Melanoma is a lot more treatable now than it was even a few years ago, depending upon how advanced it is. Good news, maybe. We don’t know how advanced it is and won’t until they start cutting on it. The initial consult is scheduled for March 20, at which point I’ll have had a bit more than three weeks to stew about it. Presumably the surgery will follow in relatively short order. I had a full-on meltdown yesterday.
The fucking thing is on my nose. I really don’t want to lose my nose. The insurance company would probably demand that I be suicidal before they’ll pay to reconstruct a nose.
(Also the ketamine (s-ketamine) is administered via nasal spray.
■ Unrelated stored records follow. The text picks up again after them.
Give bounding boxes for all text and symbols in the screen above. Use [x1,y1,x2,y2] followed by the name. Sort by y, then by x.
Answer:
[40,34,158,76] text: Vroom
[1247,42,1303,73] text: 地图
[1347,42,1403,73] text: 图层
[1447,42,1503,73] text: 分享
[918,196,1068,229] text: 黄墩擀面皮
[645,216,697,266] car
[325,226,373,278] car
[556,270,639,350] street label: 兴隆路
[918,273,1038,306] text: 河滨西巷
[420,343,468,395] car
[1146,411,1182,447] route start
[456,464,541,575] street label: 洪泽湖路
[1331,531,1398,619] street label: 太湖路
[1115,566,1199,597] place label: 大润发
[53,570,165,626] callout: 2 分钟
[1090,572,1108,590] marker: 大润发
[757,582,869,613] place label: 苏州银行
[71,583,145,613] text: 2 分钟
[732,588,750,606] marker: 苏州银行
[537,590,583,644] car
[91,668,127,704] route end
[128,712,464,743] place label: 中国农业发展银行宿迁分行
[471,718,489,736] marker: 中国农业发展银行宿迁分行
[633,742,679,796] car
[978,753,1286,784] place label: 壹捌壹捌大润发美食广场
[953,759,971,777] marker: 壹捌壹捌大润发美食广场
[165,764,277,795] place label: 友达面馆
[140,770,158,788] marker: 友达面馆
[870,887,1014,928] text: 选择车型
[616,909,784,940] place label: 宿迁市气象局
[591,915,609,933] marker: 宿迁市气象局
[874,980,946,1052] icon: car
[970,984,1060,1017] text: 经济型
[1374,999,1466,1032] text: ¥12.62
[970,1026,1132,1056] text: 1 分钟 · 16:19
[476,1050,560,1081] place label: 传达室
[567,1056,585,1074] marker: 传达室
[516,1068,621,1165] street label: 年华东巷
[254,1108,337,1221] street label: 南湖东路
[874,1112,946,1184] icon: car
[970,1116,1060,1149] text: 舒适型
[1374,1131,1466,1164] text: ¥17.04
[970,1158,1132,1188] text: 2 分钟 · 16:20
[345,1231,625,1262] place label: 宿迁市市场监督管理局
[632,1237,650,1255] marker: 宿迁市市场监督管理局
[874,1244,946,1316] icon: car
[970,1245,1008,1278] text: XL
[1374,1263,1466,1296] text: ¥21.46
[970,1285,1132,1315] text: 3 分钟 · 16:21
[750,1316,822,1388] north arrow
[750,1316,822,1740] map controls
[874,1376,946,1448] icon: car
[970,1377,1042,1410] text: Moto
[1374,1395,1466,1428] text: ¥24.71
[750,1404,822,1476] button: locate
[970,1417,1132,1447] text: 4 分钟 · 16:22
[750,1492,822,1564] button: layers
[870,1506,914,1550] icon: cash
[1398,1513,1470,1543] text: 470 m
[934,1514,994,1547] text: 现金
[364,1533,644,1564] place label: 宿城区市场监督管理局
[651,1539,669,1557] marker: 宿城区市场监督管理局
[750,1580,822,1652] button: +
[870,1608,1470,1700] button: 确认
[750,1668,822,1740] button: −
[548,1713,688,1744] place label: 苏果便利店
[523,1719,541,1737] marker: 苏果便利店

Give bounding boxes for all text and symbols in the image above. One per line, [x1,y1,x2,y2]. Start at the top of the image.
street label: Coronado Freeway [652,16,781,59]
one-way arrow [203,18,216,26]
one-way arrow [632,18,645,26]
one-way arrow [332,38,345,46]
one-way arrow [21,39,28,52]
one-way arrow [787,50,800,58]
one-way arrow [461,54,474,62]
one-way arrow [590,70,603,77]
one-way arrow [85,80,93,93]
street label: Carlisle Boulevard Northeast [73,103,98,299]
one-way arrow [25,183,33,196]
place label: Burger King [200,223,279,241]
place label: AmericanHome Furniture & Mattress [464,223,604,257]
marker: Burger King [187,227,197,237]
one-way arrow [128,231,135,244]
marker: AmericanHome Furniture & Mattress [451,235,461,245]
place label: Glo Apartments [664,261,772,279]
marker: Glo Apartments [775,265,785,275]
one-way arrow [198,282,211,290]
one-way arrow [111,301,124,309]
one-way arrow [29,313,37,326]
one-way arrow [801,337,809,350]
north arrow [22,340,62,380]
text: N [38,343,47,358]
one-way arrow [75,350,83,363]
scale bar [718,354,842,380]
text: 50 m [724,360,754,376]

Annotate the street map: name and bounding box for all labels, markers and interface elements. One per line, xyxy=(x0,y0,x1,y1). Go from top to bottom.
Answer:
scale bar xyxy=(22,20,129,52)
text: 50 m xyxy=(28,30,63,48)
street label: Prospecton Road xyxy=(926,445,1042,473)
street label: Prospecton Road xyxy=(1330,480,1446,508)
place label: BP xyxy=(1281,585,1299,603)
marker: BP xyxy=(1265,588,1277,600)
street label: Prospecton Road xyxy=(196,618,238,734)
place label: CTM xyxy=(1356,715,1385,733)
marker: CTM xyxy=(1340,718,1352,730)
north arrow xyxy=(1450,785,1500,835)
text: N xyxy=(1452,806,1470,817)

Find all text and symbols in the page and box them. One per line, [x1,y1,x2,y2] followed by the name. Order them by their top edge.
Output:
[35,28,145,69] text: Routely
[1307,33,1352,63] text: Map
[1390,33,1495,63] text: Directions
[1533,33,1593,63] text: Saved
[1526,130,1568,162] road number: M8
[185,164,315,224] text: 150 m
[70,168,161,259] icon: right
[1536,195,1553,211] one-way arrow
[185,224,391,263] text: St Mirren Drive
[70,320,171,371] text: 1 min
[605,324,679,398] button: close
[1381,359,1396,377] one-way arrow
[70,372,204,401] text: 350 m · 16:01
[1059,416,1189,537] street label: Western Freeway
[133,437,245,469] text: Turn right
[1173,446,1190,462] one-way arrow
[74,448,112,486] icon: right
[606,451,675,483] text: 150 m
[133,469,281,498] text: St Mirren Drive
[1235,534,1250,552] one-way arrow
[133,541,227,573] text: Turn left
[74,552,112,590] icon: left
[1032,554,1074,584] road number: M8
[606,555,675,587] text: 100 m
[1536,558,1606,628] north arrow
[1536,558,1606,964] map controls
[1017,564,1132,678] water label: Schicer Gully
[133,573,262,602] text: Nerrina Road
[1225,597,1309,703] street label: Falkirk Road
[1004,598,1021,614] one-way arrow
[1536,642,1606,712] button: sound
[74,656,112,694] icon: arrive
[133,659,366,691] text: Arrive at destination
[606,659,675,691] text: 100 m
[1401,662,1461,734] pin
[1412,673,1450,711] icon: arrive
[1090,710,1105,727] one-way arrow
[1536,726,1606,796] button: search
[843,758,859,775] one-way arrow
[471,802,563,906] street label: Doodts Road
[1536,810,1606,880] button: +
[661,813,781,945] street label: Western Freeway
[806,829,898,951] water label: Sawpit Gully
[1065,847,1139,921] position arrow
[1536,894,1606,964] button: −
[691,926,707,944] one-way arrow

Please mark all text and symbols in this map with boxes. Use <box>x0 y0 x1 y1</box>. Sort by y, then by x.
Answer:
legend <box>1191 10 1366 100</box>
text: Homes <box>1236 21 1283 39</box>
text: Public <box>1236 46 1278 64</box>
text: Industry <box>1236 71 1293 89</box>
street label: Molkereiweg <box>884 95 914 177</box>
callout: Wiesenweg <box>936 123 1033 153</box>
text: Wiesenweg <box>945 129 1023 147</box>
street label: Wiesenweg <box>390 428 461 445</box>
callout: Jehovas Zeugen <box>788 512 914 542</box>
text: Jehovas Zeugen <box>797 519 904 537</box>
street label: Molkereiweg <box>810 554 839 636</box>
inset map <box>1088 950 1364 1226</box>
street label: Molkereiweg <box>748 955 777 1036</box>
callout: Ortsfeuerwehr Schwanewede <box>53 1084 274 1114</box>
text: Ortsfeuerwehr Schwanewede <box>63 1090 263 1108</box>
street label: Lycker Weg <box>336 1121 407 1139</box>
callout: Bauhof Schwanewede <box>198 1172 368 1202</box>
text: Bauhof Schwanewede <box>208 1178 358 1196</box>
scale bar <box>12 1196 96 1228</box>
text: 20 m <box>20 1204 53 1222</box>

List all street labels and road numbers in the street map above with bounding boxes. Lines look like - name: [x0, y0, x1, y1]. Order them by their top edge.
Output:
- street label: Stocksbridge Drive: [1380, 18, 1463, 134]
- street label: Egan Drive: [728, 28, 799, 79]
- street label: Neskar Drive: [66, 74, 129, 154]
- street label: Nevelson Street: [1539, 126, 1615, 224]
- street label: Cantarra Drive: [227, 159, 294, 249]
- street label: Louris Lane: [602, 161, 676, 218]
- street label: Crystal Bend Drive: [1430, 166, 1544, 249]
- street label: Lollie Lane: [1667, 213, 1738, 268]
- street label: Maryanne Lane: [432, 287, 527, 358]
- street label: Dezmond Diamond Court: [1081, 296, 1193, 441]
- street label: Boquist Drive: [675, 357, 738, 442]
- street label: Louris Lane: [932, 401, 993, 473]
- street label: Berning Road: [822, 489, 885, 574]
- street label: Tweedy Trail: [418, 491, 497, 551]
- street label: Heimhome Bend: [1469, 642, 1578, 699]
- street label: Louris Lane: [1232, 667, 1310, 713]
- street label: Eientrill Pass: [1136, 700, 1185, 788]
The reason the pharmaceutical company uses a ketamine mirror molecule delivered by a nasal spray is that ketamine itself is dirt cheap and there’s no money to be made. Providers can make money administering it but pharma can’t make money selling it. So they use a novel form and stick it in a nasal spray and charge just shy of a grand per dose.)
It’s premature, but I’m considering some sort of alloy nose. Maybe with Bluetooth and a camera. Or nanoparticles, so I could reshape the nose at will and fuck with facial recognition surveillance. “Are you people high? You can plainly see I don’t have a dick for a nose.”
Primal scream therapy. I’m not a superstitious man but I’m unsure how to word a desire for skipping any further day-after-birthdays without suggesting a more final solution than I want. Suggestions welcome.
Music
Pokey LaFarge, “End of My Rope”
JD McPherson, “Head Over Heels”
The Devil Makes Three, “Spirits”
Adia Victoria, “Dead Eyes”
Brown Bird, “Bilgewater”
Amigo The Devil, “Stray Dog”
Tommy & The X-Rays, “Red Right Hand”
Drive-by Truckers, “Mrs. Claus’ Kimono”
The Detroit Cobras, “Shout Bamalama”
Old 97’s, “Somebody”
Lou Reed, “White Light/White Heat”
Shovels and Rope, “Hail Hail”
Early James, “Rag Doll”
And that, Comrades, is all I got and none too soon. If you like what I do when I actually do it, please let me know and share it around. And if you really like it, please consider a free or paid subscription.
Be well; take care.



Sorry about the nose. It's probably a consequence of sniffing out all that bullshit for so many years. My doc prescribes ketamine troches which I take about every six-twelve weeks. They cost $17 a pop from the compounding clinic. I don't know if that's an option for you.
You always do a great job with the playlist, but you couldn’t have picked a better bunch for me. It doesn’t hurt that you included two of my favorite bands (Driveby and 97s).